Namun Ireng tak kalah gesit. Ia berkelit ke samping dengan gerakan memusing. Di akhir putaran itu, tinjunya berayun dengan tenaga yang luar biasa besar. Lawannya melambung ke udara dan jatuh menghantam sebuah pohon. Dahan-dahan tua pohon itu langsung rontok karena benturan keras yang menimpa batangnya.
Ireng tersenyum puas. Pukulan penuh tenaga dalam tadi dapat meretakkan batu besar, dan pukulan semacam itu mendarat telak di dada lawannya. Monyet besar itu pasti mampus, pikirnya.
Namun senyum Ireng pupus begitu saja. Lawannya ternyata belum tamat. Tubuh Wanara itu kembali bangkit, terhuyung tapi tidak remuk seperti yang dikira Ireng. Dalam keremangan, Ireng melihat selempeng zirah penyok terpasang di dada Wanara itu. Sejurus kemudian, Ireng merasakan sakit yang luar biasa pada tinjunya. Jemarinya patah.
Ireng berteriak kesakitan. Obornya terjatuh. Tangan satunya memegangi tinjunya yang berdarah, berusaha meluruskan tulang-tulang jari yang bengkok.
Wanara itu tidak memberi kesempatan dan kembali menerkam Ireng. Kali ini tidak secepat sebelumnya.

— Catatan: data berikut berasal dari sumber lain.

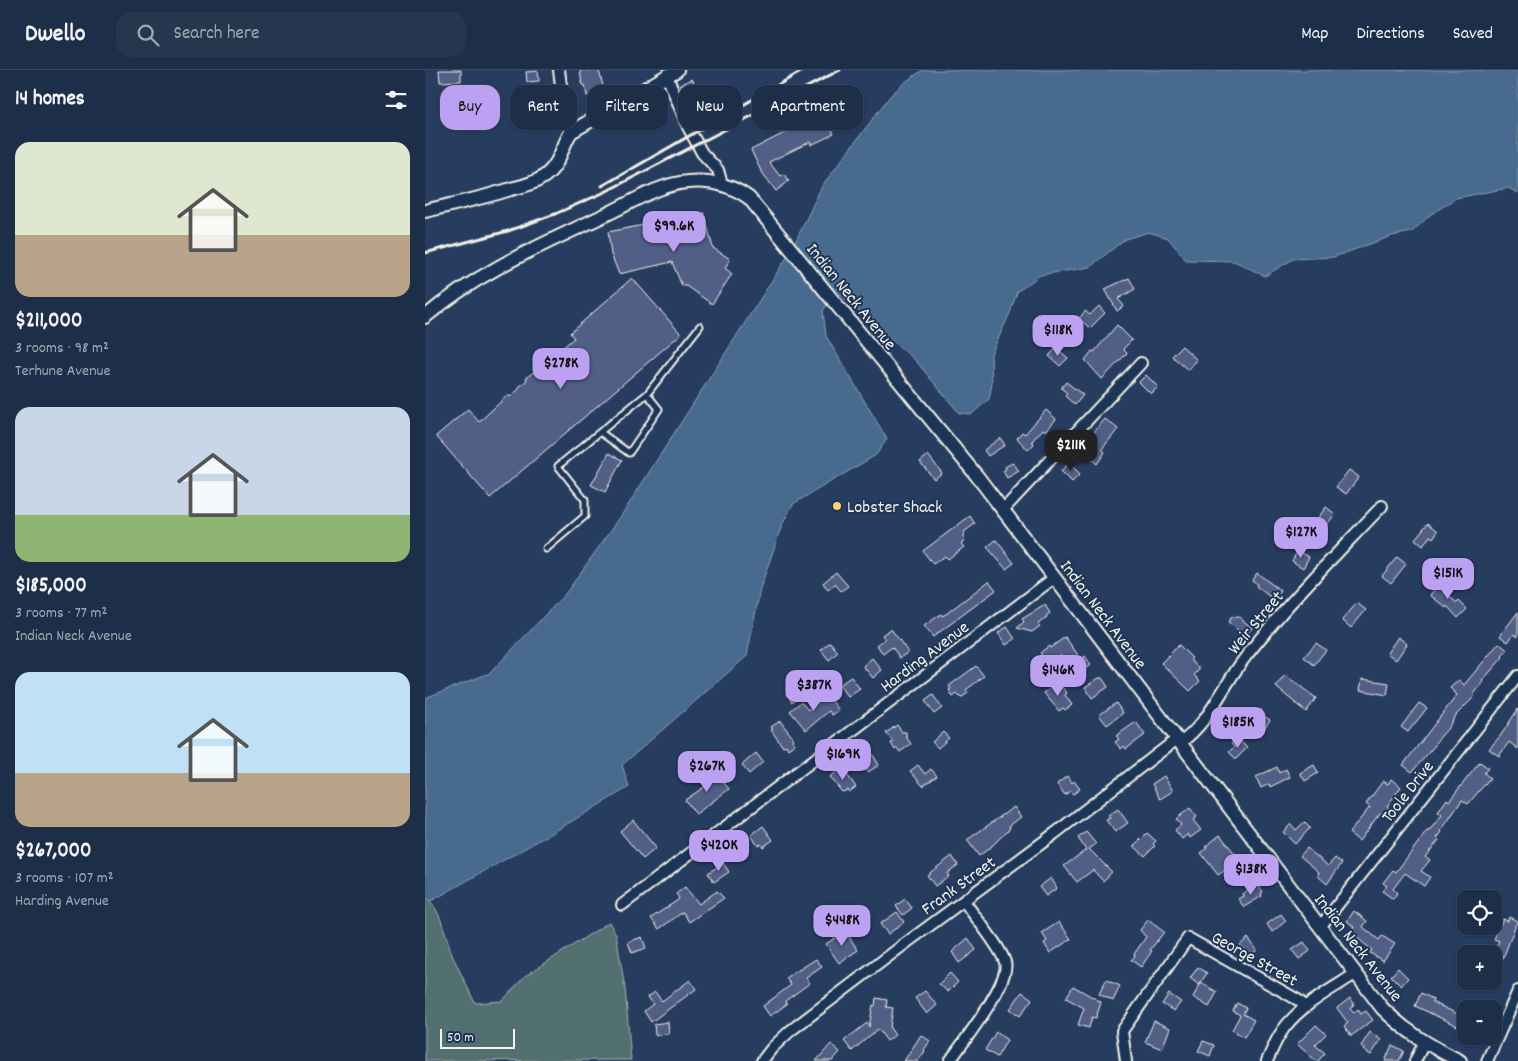 <!DOCTYPE html>
<meta charset="utf-8">
<style>
:root{--surface:#1d2e48;--page:#25364f;--text:#f1f3f6;--muted:#a0a8b4;--line:#3b4a60;--accent:#bca0f2}
body{margin:0;font-family:Dekko,sans-serif;background:var(--page);color:var(--text);height:100vh;display:flex;flex-direction:column;font-size:19px;white-space:nowrap}
*{box-sizing:border-box;margin:0}
p{font-size:16px;color:var(--muted)}
.icon{flex:none;width:28px;height:28px;fill:none;stroke:currentColor;stroke-width:2;stroke-linecap:round;stroke-linejoin:round}
.map{position:relative;flex:1;overflow:hidden}
.drawer{display:flex;flex-direction:column;background:var(--surface);width:425px}
.drawer>*{flex:none}
.guide{position:absolute;left:15px;top:15px;width:475px;height:45px;display:flex;gap:10px}
.fabs{position:absolute;left:1032px;top:820px;display:grid;gap:10px}
.fabs a{display:grid;place-items:center;width:45px;height:45px;border-radius:10px;background:var(--surface);box-shadow:0 1px 4px #0004,0 0 0 1px var(--line);font-size:25px}
.scale{position:absolute;left:15px;bottom:12px;width:75px;box-sizing:border-box;padding-left:5px;border:2px solid #f4f1e8;border-top:0;font-size:14px;line-height:18px;white-space:nowrap;color:#f4f1e8;-webkit-text-stroke:4px #1d3557;paint-order:stroke}
.price{position:absolute;translate:-50% -42px;padding:0 11px;border-radius:10px;background:var(--accent);color:#111;font-size:16px;line-height:32px;filter:drop-shadow(0 1px 2px #0008)}
.price::after{content:'';position:absolute;left:50%;top:30px;width:15px;height:11px;margin-left:-8px;background:inherit;clip-path:polygon(0 0,100% 0,50% 100%)}
.price.active{background:#222;color:#fff}
ul{padding:0;list-style:none}
li{display:grid;align-content:center;gap:10px;height:265px;padding:0 15px}
li span{display:grid;place-items:center;height:155px;border-radius:15px;color:#555}
li>.icon{margin-inline-start:auto}
span .icon{width:90px;height:90px;fill:#fffc;stroke-width:1}
li b{font-size:21px}
h2{display:flex;justify-content:space-between;align-items:center;height:60px;padding:0 15px;font-size:21px}
.pill{padding:0 18px;border-radius:15px;background:var(--surface);box-shadow:0 1px 4px #0004,0 0 0 1px var(--line);font-size:18px;line-height:45px}
.pill.active{background:var(--accent);color:#111}
header{display:flex;align-items:center;gap:30px;box-sizing:border-box;height:70px;padding:0 25px;background:var(--surface);border-bottom:1px solid var(--line)}
header strong{font-size:24px}
nav{display:flex;gap:28px;margin-inline-start:auto;font-size:18px}
.search{width:350px;height:45px;background:var(--page);display:flex;align-items:center;gap:12px;box-sizing:border-box;padding:0 18px;border-radius:15px;color:var(--muted);font-size:19px}
main{display:flex;flex:1;min-height:0}
.map>svg:first-child{display:block}
.green{fill:#53706f;stroke:#a4b0ac}
.water{fill:#476b8e;stroke:#8ca1b2}
.building{fill:#515e86;stroke:#f4f1e8}
.lines{fill:none;stroke-linecap:round;stroke-linejoin:round}
.service-casing{stroke:#f4f1e8;stroke-width:9}
.minor-casing{stroke:#f4f1e8;stroke-width:14}
.tertiary-casing{stroke:#f4f1e8;stroke-width:16}
.service{stroke:#1d3557;stroke-width:5}
.minor{stroke:#1d3557;stroke-width:10}
.tertiary{stroke:#1d3557;stroke-width:12}
.rail{stroke:#f4f1e8;stroke-width:3}
.poi-dot{fill:#ffd166;stroke:#1d3557;stroke-width:2}
.labels{text-anchor:middle;stroke-width:4;stroke-linejoin:round;paint-order:stroke}
.street-label{font-size:18px;fill:#f4f1e8;stroke:#1d3557}
.poi-label{font-size:18px;fill:#f4f1e8;stroke:#1d3557;text-anchor:start}
</style>
<header>
<strong>Dwello</strong>
<div class="search"><svg class="icon" aria-label="search" viewBox="0 0 24 24"><circle cx="10" cy="10" r="6"/><path d="M15 15l6 6"/></svg>Search here</div>
<nav><a>Map</a><a>Directions</a><a>Saved</a></nav>
</header>
<main>
<section class="drawer">
<h2>14 homes<svg class="icon" aria-label="filters" viewBox="0 0 24 24"><path d="M4 7h16M4 17h16"/><circle cx="9" cy="7" r="2"/><circle cx="15" cy="17" r="2"/></svg></h2>
<ul>
<li><span style="background:linear-gradient(#dfe7d0 60%,#b9a48a 0)"><svg class="icon" aria-label="home" viewBox="0 0 24 24"><path d="M3 11l9-7 9 7M6 9v11h12V9"/></svg></span><div><b>$211,000</b><p>3 rooms · 98 m²</p><p>Terhune Avenue</p></div></li>
<li><span style="background:linear-gradient(#c9d6e8 70%,#8fb573 0)"><svg class="icon" aria-label="home" viewBox="0 0 24 24"><path d="M3 11l9-7 9 7M6 9v11h12V9"/></svg></span><div><b>$185,000</b><p>3 rooms · 77 m²</p><p>Indian Neck Avenue</p></div></li>
<li><span style="background:linear-gradient(#bfe0f5 65%,#b9a48a 0)"><svg class="icon" aria-label="home" viewBox="0 0 24 24"><path d="M3 11l9-7 9 7M6 9v11h12V9"/></svg></span><div><b>$267,000</b><p>3 rooms · 107 m²</p><p>Harding Avenue</p></div></li>
</ul>
</section>
<div class="map">
<svg width="1093" height="991" viewBox="0 0 1093 991">
<rect width="100%" height="100%" fill="#273d60"/>
<filter id="ink" filterUnits="userSpaceOnUse"><feTurbulence type="fractalNoise" baseFrequency=".02" numOctaves="2"/><feDisplacementMap in="SourceGraphic" scale="10" xChannelSelector="R" yChannelSelector="G"/><feConvolveMatrix kernelMatrix="1 2 1 2 8 2 1 2 1" color-interpolation-filters="sRGB"/></filter>
<g filter="url(#ink)">
<path class="green" d="M0 827C16 837 21 869 28 887 35 902 43 918 50 933L77 931 100 906 184 852 191 864 200 918 206 990 0 991Z"/>
<path class="water" d="M498 0H1093V123L1083 118 1031 128 1005 145 987 162 967 166 909 187 868 189 840 206 809 191 761 190 743 168 724 162 700 169 665 197 615 205 592 222 585 243 566 284 567 314 564 329 547 344 534 343 491 291 411 221 398 241 401 266 462 369 451 385 368 434 357 455 335 519 322 586 197 695 204 717 127 763 6 831 0 827V628L65 603 141 523 196 446 366 181 397 116 465 26 480 12Z"/>
<path class="building" d="M14 0H36V11L15 12Z
M155 0 174 1 180 23 162 26 160 15H157Z
M113 1 114 11 102 12 101 2Z
M267 9 274 21 287 14 293 25 267 38 255 15Z
M418 25 430 49 407 60 409 64 386 75 385 72 344 92 355 106 359 104 364 111 351 121 336 101 326 80 375 55 371 48Z
M95 41 110 43V52L94 51Z
M58 43 61 55 50 57 47 45Z
M279 143 288 178 305 189 300 198 307 204 287 234 261 216H257L247 192 194 204 186 184 183 162Z
M207 208 256 264 65 428 11 366 43 339 54 352 83 325 85 327 94 319V317L102 310 101 308 112 299 113 300 122 292H138L130 284 149 268 145 263Z
M704 208 710 219 693 229 699 236 692 241 680 219Z
M674 236 680 243 665 258 654 249 660 241 665 245Z
M692 255 707 270 698 279 702 283 677 309 660 290 667 281 669 282Z
M757 276 772 290 763 300 747 286Z
M631 278 643 288 635 296 624 286Z
M721 305 733 317 726 324 714 312Z
M641 312 658 325 650 335 640 326 642 323 636 318Z
M621 340 631 349 621 361 618 359 607 371 609 374 603 380 592 368 597 362 600 364Z
M680 349 693 359 677 379 680 382 672 394 655 379Z
M575 368 580 375 563 386 559 380Z
M184 383 197 390 180 422 166 415Z
M503 385 517 403 509 409 495 392Z
M587 393 588 394H589L594 401 582 408 578 401 581 399 580 397Z
M644 393 655 404 647 412 636 401Z
M924 400 934 407 921 424 911 417Z
M901 437 910 444 896 462 888 455Z
M545 446 550 454 539 462 540 464 537 466 540 470 536 474 539 477 523 489 520 486 508 494 498 481Z
M1003 453 1013 461 1008 468 1005 466 998 476 990 469Z
M571 470 589 493 581 499 562 477Z
M874 481 884 487 878 498 867 491 872 482Z
M972 487 981 494 966 513 957 506Z
M411 502 423 516 416 521 410 514 403 520 398 513Z
M832 503 856 521 850 529 846 526 845 527 831 516 832 514 827 510Z
M564 511 571 520 508 567 499 556 516 544 517 546 521 544Z
M1016 512 1024 518 1020 523 1032 533 1034 531 1042 539 1033 548 1022 536 1021 538 1005 525Z
M932 533 941 540 926 558 917 550Z
M620 535 625 543 621 546 622 547 613 554 615 556 607 562 592 558 599 552 597 549Z
M1093 542V567L1089 564 1083 572 1075 566Z
M807 547H814L827 558 820 566 803 552Z
M582 557 590 569 581 575 573 563Z
M466 559 483 582 475 588 467 577 458 584 452 575 460 569 457 565Z
M640 567 656 589 660 586 666 595 650 606 636 585 632 588 631 586 621 593 615 586 617 585 615 583 624 576 625 578Z
M973 567 982 574 971 590 962 583Z
M405 572 413 582 404 590 396 580Z
M891 573 901 580 889 595 879 587Z
M1074 573 1082 580 1077 586 1078 587 1057 611 1058 613 1048 625 1050 626 1031 645 1023 658 1010 673 1011 674 987 702 978 695 1032 625 1025 618 1034 610 1039 615Z
M754 575 767 588 765 590 775 599 769 605 775 611 765 621 736 593Z
M447 588 457 600 448 608 438 596Z
M551 596 559 606 541 620 543 623 536 628 532 624 528 627 524 620 526 619 524 616Z
M860 605 891 628 881 642 851 617Z
M426 607 435 619 423 627 414 615Z
M674 608H677L683 617 667 628 660 617Z
M937 609 964 613 962 625 935 620Z
M633 612 642 623 640 625 647 635 640 640 638 638 634 641 619 623Z
M371 615 377 624 367 632 361 623Z
M402 625 414 640 407 645 404 641 381 660 365 641 376 632 383 640Z
M508 625 517 638 509 644 500 631Z
M691 633 698 643 682 655 674 645Z
M994 633 1002 638 983 662 976 657Z
M822 639 826 642 837 640 836 644 845 650 834 666 819 655 822 650 817 646Z
M1093 639V679L1084 672 1074 686 1064 679 1076 665Z
M355 651 369 669 367 670 370 674 363 679 361 675 358 677 346 660 348 659 346 657Z
M711 652 720 665 701 679 699 676 696 679 690 672 694 669 691 666Z
M472 655 477 662H481V667L486 674 475 682 472 678 470 680 466 673 468 672 461 663Z
M518 662 524 668 513 678 507 672Z
M812 668 822 678 811 689 804 682 809 677 806 674Z
M443 677 454 695 443 702 432 684Z
M331 683 338 692 324 704 317 695Z
M1055 692 1063 698 1059 703 1065 708 1043 734 1037 730 1016 761 1017 762 1012 768 1014 770 1000 787 1005 790 996 801 1005 807 999 816 980 803 968 819 972 823 968 829 957 821 962 816 958 813 968 800 971 802 1002 761H1004L1017 745 1013 742 1022 729 1024 731Z
M493 695 500 704 506 699 512 706 498 716 485 701Z
M889 695 893 703 880 711 875 703Z
M852 697 854 703 861 699 865 707 845 717 844 714 836 718 831 707Z
M417 698 431 717 424 722 423 720 417 722 405 707Z
M287 699 304 719 271 744 260 730 282 715 280 713 284 709 280 704Z
M642 706 647 713 649 711 655 719 648 724 645 721 640 725 632 714Z
M739 706 748 721 735 729 727 714Z
M966 709 976 717 962 736 965 739 960 746 955 743 934 771 924 763 945 737 941 734 958 711 963 714Z
M589 737 596 747 584 756 585 758 568 775 554 786 542 770Z
M765 738 772 747 768 750 776 760 765 768 763 764 757 769 750 760 756 755 751 749Z
M693 739 703 753 690 762 681 750 685 748 683 746Z
M208 750 231 778 218 789 195 761Z
M879 752 885 758 870 774 858 762 866 754 871 760Z
M338 756 348 770 338 777 336 774 333 776 326 765Z
M661 762 671 774 664 779 687 802 678 811 668 800 652 812 639 796 661 780 653 768Z
M722 763 731 771 728 774 730 776 720 786 709 776Z
M795 765 815 790 793 805 776 783 782 778 780 777Z
M882 778 903 796 910 788 917 793 902 814 893 806 894 804 893 803 894 802 875 786Z
M527 786 533 795 522 803 524 806 510 816 502 805Z
M298 793 304 802 289 812 283 803Z
M626 808 632 818 621 826 614 817Z
M834 816 838 822 836 824 837 826 819 837 813 829 818 826 817 824 823 820 825 821Z
M260 817 274 834 292 821 299 828 264 852 258 842 234 859 226 848 253 830 254 828 251 824Z
M480 829 487 838 478 845 471 836Z
M929 841 942 851 938 857 954 870 957 866 970 874 958 891 945 883 947 880 925 862 929 857 922 851Z
M472 842 479 852 463 864 455 854Z
M856 844 861 851 847 862 842 854Z
M1084 847 1092 851 1080 883 1069 907V882L1074 871 1069 869 1078 849 1083 851Z
M723 850 739 862 725 880 727 881 716 897 706 890 710 886 709 884 721 867 715 860Z
M634 852 646 869 625 883 619 873 622 871 617 863Z
M420 861 433 880 414 893 401 874Z
M217 867 221 878 207 883 203 872Z
M543 868 551 880 534 893 527 882Z
M823 868 832 880 824 886 815 875Z
M879 872 885 881 874 889 867 880Z
M391 889 397 897 381 908 385 913 360 931 362 934 345 946 338 936 366 915 361 908Z
M773 897 782 903 774 915 765 908Z
M973 898 983 908 976 916 966 906Z
M525 903 533 912 523 922 514 914Z
M265 910 271 919 226 952 219 941 228 934 223 927 230 922 237 931Z
M681 910 695 916 688 931 674 924Z
M776 913 792 922 784 937 768 927Z
M648 916 676 932 671 948 667 947 664 958 653 955 659 938 641 928Z
M500 921 512 935 502 944 490 928Z
M597 922 607 929 595 946 585 939Z
M996 923 1008 929 1007 932 1041 948V960L990 936Z
M744 924 756 932 749 941 737 934Z
M451 928 462 930 461 937 468 938 465 958 470 965 462 971 453 959 427 981 419 971 442 953 444 957 448 935 450 936Z
M925 928 929 934 925 939 929 943 933 939 936 944 941 941 948 950 926 966 919 956 923 953 912 938Z
M812 933 821 938 818 944 829 950 819 967 807 960 815 945 808 941Z
M729 951 745 958 737 979 720 972Z
M243 952 244 964 230 965 229 954Z
M891 955 901 964 890 975 900 983 893 991H891L872 974Z
M571 962 582 970 572 987 560 980Z
M945 962 956 970 946 985 938 980 939 978 936 976Z
M496 965 505 971 499 980 500 981 493 991H479Z
M778 971 789 975 785 986 773 981Z
M406 974 415 982 407 991H391Z
M967 975 979 981 974 991H960Z"/>
<g class="lines">
<defs>
<path id="service" d="M175 362 204 383 234 339 222 324
M121 479 160 446V430L133 396 222 324 275 256"/>
<path id="minor" d="M134 0 140 45 146 62
M242 6 263 57 277 83 293 100 297 114
M578 440 716 293
M755 673C784 653 798 616 819 589 861 534 910 486 957 436
M197 835 629 508
M895 857 1093 606
M337 991 347 978 365 961 477 876 629 764 752 669
M525 991C538 972 586 912 580 892 575 876 549 846 539 831
M701 991 697 961 763 868 873 930 881 937
M842 991C846 983 849 974 854 966 870 938 904 921 930 904
M990 991 999 973
M1062 991 1093 921"/>
<path id="tertiary" d="M0 141C29 134 58 128 86 119 98 116 111 113 121 105 135 94 137 76 146 62L252 0
M0 247C54 201 119 174 182 144 207 132 235 114 263 112 286 110 306 115 324 128L552 406 957 938C981 962 1005 976 1035 991"/>
</defs>
<use href="#service" class="service-casing"/>
<use href="#minor" class="minor-casing"/>
<use href="#tertiary" class="tertiary-casing"/>
<use href="#service" class="service"/>
<use href="#minor" class="minor"/>
<use href="#tertiary" class="tertiary"/>
<path class="rail" d="M177 116 379 0
M0 183 83 161 130 144 180 122 415 0"/>
</g>
</g>
<circle class="poi-dot" cx="412" cy="436" r="5"/>
<g class="labels">
<g class="street-label">
<text transform="translate(427 226) rotate(51)" y="6">Indian Neck Avenue</text>
<text transform="translate(679 544) rotate(53)" y="6">Indian Neck Avenue</text>
<text transform="translate(830 552) rotate(-50)" y="6">Weir Street</text>
<text transform="translate(499 586) rotate(-37)" y="6">Harding Avenue</text>
<text transform="translate(982 721) rotate(-52)" y="6">Toole Drive</text>
<text transform="translate(533 815) rotate(-36)" y="6">Frank Street</text>
<text transform="translate(934 877) rotate(52)" y="6">Indian Neck Avenue</text>
<text transform="translate(830 888) rotate(29)" y="6">George Street</text>
</g>
<g class="poi-label">
<text x="422" y="442">Lobster Shack</text>
</g>
</g>
</svg>
<div class="fabs">
<a><svg class="icon" aria-label="locate" viewBox="0 0 24 24"><circle cx="12" cy="12" r="6"/><path d="M12 2v4M12 18v4M2 12h4M18 12h4"/></svg></a>
<a>+</a>
<a>−</a>
</div>
<div class="scale">50 m</div>
<b class="price" style="left:249px;top:183px">$99.6K</b>
<b class="price" style="left:633px;top:287px">$118K</b>
<b class="price" style="left:136px;top:320px">$278K</b>
<b class="price active" style="left:646px;top:402px">$211K</b>
<b class="price" style="left:876px;top:489px">$127K</b>
<b class="price" style="left:1023px;top:530px">$151K</b>
<b class="price" style="left:633px;top:627px">$146K</b>
<b class="price" style="left:389px;top:642px">$387K</b>
<b class="price" style="left:813px;top:679px">$185K</b>
<b class="price" style="left:418px;top:711px">$169K</b>
<b class="price" style="left:282px;top:723px">$267K</b>
<b class="price" style="left:294px;top:802px">$420K</b>
<b class="price" style="left:826px;top:826px">$138K</b>
<b class="price" style="left:417px;top:877px">$448K</b>
<div class="guide">
<a class="pill active">Buy</a>
<a class="pill">Rent</a>
<a class="pill">Filters</a>
<a class="pill">New</a>
<a class="pill">Apartment</a>
</div>
</div>
</main>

"Monyet sialan!" pekik Ireng. Kemudian sikunya menghantam telinga Wanara itu, diikuti sebuah tendangan, lalu sebelah tinjunya. Tiga serangan beruntun pada kepala akhirnya menumbangkan Wanara itu. "Mampus kau, monyet keparat!"
Ireng memenangkan pertarungan itu. Namun semuanya belum berakhir ... tepat setelah tubuh Wanara itu tersungkur ke tanah, sosok lain muncul dari kegelapan hutan.
Ireng segera memasang kuda-kudanya kembali. Tenaga dalam beredar di seluruh tubuhnya. Udara di sekitar tangannya bergelombang, memuai karena panas yang diciptakan telapaknya. Itu Jurus Telapak Api andalan Perguruan Ajigeni. Kali ini Ireng akan mengerahkan seluruh kemampuannya, bersumpah akan menghabisi Wanara itu satu per satu.
Namun sosok Wanara yang ditunggu-tunggu Ireng tidak meneruskan langkah keluar hutan. Sebagai gantinya, sebuah lembing melesak, menyasar kepala sang pendekar.